In a most unfortunate recent happening reported in the local Oregon newspapers (see below), his life ended prematurely along with his third wife of five years when they were both discovered as reported in the newspapers as victims of a possible murder/suicide (or possibly an accidental shooting followed by suicide). The exact circumstances will never be known. A tragedy for certain, which will forever taint the memory of a family and a life well and fully lived, full of great achievements ameliorated by having to overcome some midlife failings made more difficult by being in the social limelight as scion of a well-known San Francisco family with its own history of dysfunction and public failings clouding its many superb achievements.


Remembrance of Rusty Hale

by Randy Labbe ’64

Besides my Saybrook roommates, Rusty was my closest connection to our Class. The tragic circumstances surrounding the end of his life have been devastating and inexplicable. We enjoyed regular phone calls and intermittent luncheon get-togethers in Portland. He would regularly voice enthusiasm for his latest venture-capital investment and always display his signature sense of humor and zest for life. Rusty was renowned for his mischievous nature, his eye for pretty girls, and his love of music. For many years his definition of heaven was to be at the Bohemian Grove with his guitar and too many musical venues to visit on any given night. He will also be fondly remembered as the legendary cat-burglar of the Class of ’64. I miss you ‘bro.


Two people found dead of gunshot wounds at home in rural Yamhill County

Investigators found evidence that the shooting happened during a domestic violence dispute between the two.

KGW.com, Portland, Oregon

June 8, 2022

SHERIDAN, Ore — Investigators say two people were discovered dead at a remote property in rural Yamhill County last week, both of them having suffered gunshot wounds.

Around 7:30 p.m. on May 30, deputies from the Yamhill County Sheriff's Office responded to a call at a home in the 11000 block of Southwest Dupee Valley Road — a large, remote property roughly between McMinnville and the town of Sheridan.

The 911 caller reported that they'd gone to the property to check on some animals there and found two people who appeared to be dead. Deputies soon confirmed that there were two dead adults inside the home and found evidence that the scene was "suspicious in nature."

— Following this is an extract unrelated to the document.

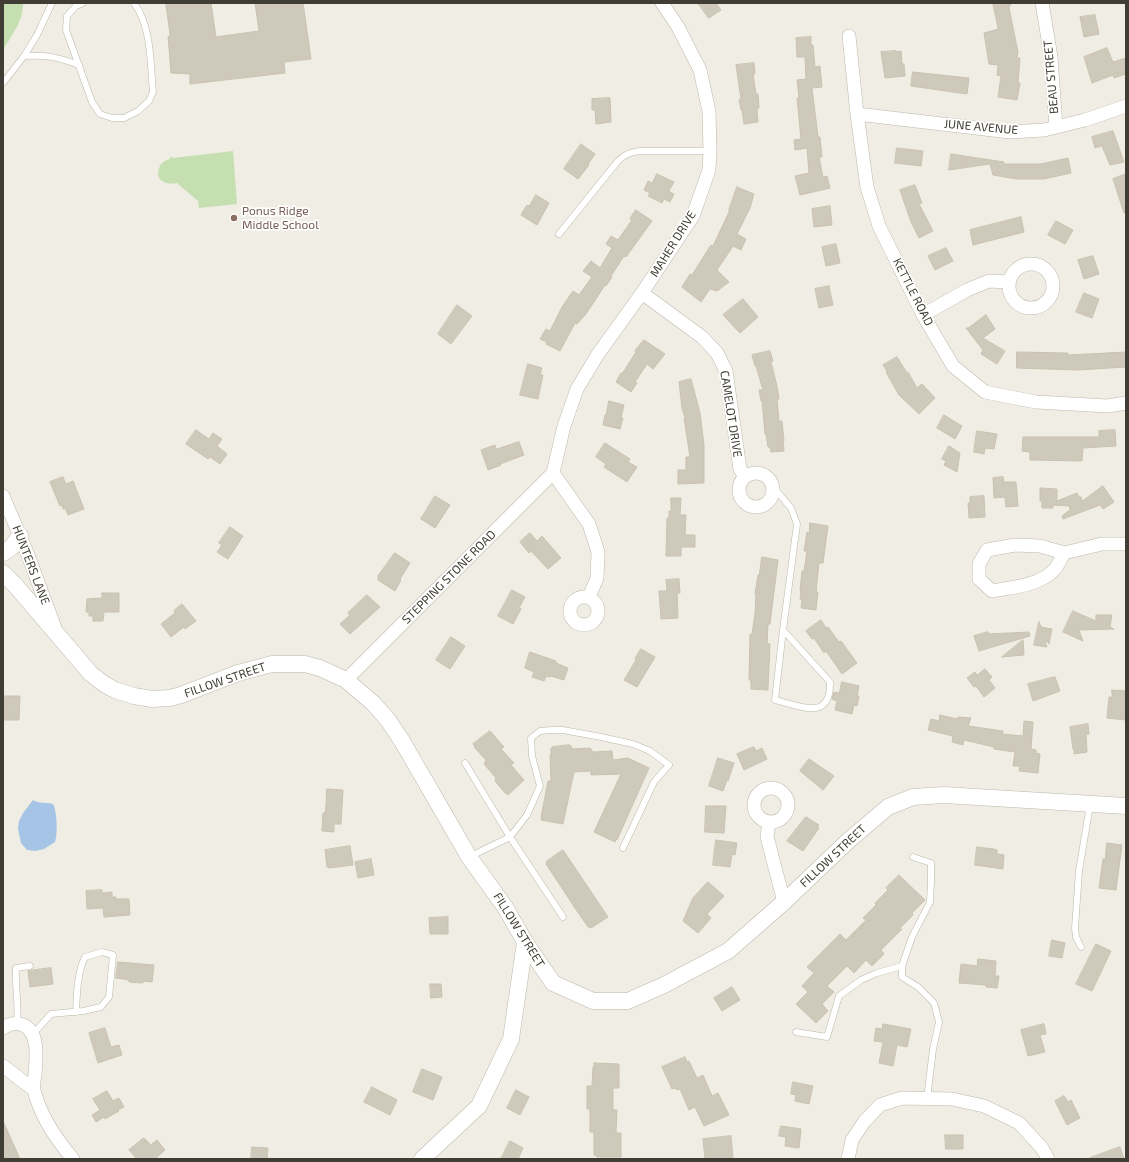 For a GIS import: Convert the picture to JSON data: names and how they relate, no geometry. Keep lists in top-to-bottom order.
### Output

Detectives from the sheriff's office Special Investigations Unit responded to investigate further, collecting and processing evidence. Some of that evidence is still waiting on analysis at the Oregon State Police Forensic Laboratory, the sheriff's office said.

The two people were identified as Prentis "Rusty" Hale III, 80, and Karen Hansen-Pieri, 60. Both had died from gunshot wounds, and the sheriff's office said that the initial investigation concluded that the shooting happened during an episode of domestic violence.

The particulars of how the shooting happened are still under investigation, the sheriff's office said.

"There is no threat to the community and due to the necessary time needed to complete preliminary investigative work and notify next of kin who do not reside in Oregon, no previous release of information regarding this incident was made," the agency continued.

Both Hale and Hansen-Pieri had lived at the Dupee Valley property for the past five years, the sheriff's office said, though Hale had been there for a total of about 25 years.

Deputies responded to a call at the home involving Hale and Hansen-Pieri once before, in 2020, but the sheriff's office said that it was "non-criminal in nature."